▶ Collected data
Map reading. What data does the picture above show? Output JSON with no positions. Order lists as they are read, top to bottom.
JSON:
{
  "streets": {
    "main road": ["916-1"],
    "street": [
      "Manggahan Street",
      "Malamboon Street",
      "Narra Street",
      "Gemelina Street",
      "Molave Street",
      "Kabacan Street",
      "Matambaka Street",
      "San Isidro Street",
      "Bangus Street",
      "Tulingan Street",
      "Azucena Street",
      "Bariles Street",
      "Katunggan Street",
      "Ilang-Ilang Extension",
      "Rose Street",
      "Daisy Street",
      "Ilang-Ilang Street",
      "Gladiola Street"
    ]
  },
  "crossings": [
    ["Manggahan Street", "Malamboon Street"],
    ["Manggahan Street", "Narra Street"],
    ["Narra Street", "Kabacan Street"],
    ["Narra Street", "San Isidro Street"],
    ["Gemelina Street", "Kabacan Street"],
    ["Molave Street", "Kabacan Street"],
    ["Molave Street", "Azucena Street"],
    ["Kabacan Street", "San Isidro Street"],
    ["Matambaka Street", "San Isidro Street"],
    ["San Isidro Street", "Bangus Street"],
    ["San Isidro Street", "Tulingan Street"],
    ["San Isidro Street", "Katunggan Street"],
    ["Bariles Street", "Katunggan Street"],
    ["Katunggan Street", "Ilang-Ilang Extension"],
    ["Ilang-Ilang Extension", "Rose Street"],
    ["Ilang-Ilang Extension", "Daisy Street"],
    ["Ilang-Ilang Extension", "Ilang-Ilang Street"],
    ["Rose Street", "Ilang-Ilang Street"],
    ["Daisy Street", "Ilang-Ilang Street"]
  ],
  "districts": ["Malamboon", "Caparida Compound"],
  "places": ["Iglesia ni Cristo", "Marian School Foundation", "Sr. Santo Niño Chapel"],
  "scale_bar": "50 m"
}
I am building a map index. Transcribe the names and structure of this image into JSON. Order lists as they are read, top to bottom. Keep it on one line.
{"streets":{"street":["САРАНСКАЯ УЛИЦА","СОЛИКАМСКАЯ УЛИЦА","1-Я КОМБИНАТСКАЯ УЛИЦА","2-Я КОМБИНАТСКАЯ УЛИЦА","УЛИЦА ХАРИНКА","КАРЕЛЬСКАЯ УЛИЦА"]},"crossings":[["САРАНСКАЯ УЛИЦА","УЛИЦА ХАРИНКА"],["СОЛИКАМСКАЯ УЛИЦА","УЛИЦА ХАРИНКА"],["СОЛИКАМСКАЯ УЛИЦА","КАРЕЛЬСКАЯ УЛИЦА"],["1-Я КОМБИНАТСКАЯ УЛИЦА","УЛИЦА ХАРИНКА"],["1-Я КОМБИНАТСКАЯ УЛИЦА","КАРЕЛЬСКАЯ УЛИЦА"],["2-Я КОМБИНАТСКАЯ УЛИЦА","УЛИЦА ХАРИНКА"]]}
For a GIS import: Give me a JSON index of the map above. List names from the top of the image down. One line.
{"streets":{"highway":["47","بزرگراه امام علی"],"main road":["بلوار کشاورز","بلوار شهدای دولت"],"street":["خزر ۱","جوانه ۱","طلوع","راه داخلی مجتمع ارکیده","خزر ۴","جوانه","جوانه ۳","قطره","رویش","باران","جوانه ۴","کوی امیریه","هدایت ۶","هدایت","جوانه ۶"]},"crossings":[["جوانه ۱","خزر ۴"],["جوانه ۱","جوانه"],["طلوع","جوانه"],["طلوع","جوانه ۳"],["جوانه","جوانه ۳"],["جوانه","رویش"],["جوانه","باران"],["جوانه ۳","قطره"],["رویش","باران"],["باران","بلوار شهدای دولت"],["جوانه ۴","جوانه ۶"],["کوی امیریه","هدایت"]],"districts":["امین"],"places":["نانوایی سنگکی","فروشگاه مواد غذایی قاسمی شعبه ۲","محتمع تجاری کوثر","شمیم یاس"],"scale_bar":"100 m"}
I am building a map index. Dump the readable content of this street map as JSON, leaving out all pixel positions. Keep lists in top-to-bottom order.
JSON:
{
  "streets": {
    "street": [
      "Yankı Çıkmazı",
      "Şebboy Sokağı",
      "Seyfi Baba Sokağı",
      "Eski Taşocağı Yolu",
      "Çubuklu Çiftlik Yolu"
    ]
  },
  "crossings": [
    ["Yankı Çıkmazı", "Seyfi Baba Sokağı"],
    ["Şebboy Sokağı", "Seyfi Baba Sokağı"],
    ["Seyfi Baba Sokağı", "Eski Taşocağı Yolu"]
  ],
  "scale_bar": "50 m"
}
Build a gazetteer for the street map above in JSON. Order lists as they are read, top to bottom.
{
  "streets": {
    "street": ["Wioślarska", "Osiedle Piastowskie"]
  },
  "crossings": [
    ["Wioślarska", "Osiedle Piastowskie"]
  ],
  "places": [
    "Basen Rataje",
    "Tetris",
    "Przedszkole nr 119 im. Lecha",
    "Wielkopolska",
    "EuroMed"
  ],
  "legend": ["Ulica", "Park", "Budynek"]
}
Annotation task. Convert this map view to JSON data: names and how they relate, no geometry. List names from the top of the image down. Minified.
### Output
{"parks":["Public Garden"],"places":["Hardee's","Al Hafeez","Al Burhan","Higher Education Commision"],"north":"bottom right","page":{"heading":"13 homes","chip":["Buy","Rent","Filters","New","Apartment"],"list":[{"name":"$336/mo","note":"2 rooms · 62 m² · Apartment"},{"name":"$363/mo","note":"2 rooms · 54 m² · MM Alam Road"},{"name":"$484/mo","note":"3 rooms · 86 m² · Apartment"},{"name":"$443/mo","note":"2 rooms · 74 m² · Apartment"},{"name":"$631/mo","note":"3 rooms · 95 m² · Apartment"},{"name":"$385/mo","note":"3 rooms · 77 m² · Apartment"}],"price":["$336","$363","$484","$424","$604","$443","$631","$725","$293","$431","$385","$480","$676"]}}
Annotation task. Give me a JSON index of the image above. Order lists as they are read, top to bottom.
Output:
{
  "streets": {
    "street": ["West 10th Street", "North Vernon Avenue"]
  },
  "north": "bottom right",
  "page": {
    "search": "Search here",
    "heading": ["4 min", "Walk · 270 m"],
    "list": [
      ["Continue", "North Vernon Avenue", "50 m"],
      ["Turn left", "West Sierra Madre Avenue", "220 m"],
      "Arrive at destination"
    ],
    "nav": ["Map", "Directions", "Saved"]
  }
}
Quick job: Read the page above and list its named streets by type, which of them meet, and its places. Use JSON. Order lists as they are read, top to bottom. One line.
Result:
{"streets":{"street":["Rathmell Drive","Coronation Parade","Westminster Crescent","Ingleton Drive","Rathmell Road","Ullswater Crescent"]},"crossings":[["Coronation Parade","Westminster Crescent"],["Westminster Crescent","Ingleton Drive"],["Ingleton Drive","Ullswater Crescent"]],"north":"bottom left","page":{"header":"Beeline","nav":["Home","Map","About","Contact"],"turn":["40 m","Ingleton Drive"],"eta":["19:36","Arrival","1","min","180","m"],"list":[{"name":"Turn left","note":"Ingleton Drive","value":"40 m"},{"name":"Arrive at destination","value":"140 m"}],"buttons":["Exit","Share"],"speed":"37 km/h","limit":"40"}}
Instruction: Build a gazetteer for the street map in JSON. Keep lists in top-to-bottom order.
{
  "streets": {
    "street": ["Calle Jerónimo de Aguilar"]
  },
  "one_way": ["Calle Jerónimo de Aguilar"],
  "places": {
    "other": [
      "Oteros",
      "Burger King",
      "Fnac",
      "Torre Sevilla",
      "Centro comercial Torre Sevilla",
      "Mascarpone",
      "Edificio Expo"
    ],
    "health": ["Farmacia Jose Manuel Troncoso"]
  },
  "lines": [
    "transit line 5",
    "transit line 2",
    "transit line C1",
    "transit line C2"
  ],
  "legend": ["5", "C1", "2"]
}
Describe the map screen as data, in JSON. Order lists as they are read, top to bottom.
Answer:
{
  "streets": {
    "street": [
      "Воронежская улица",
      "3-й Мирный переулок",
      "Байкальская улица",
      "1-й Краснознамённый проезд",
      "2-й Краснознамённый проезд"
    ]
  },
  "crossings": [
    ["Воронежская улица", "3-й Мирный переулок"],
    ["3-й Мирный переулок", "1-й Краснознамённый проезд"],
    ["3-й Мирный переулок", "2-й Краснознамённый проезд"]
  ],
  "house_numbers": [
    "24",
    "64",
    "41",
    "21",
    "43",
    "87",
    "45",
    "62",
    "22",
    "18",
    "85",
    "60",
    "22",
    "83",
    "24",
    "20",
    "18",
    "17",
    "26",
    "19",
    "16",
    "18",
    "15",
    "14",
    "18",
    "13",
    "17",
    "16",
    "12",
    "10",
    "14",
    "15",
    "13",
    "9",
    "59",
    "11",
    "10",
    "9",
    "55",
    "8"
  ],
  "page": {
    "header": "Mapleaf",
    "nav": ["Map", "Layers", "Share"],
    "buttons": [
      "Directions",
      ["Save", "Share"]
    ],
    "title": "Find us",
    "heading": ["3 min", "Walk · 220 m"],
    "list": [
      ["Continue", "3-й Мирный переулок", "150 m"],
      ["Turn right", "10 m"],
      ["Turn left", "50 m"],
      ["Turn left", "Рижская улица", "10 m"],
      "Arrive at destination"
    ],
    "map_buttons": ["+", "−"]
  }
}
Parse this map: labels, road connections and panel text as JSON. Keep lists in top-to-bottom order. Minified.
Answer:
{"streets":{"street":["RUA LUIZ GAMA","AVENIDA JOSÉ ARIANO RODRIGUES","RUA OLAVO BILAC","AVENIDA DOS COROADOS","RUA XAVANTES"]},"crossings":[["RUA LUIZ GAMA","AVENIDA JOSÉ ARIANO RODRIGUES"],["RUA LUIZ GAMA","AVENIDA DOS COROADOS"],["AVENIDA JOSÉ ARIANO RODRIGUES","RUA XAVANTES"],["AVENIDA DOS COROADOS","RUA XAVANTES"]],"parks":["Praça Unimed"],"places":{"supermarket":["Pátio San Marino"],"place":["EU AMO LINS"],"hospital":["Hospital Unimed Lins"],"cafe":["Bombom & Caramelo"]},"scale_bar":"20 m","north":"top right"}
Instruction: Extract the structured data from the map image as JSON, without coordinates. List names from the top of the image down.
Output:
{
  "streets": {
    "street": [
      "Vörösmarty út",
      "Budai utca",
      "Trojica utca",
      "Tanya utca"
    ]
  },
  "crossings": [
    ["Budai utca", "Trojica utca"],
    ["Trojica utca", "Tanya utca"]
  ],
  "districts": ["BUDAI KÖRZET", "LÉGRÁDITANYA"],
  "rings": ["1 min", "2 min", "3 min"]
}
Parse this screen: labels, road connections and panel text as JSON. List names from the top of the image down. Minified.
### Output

▶ Action item
The answer should consist only of the lines from the one containing "Parse this screen: labels, road" through the last line of the data, given again exactly.

▶ Exercise solution
Parse this screen: labels, road connections and panel text as JSON. List names from the top of the image down. Minified.
### Output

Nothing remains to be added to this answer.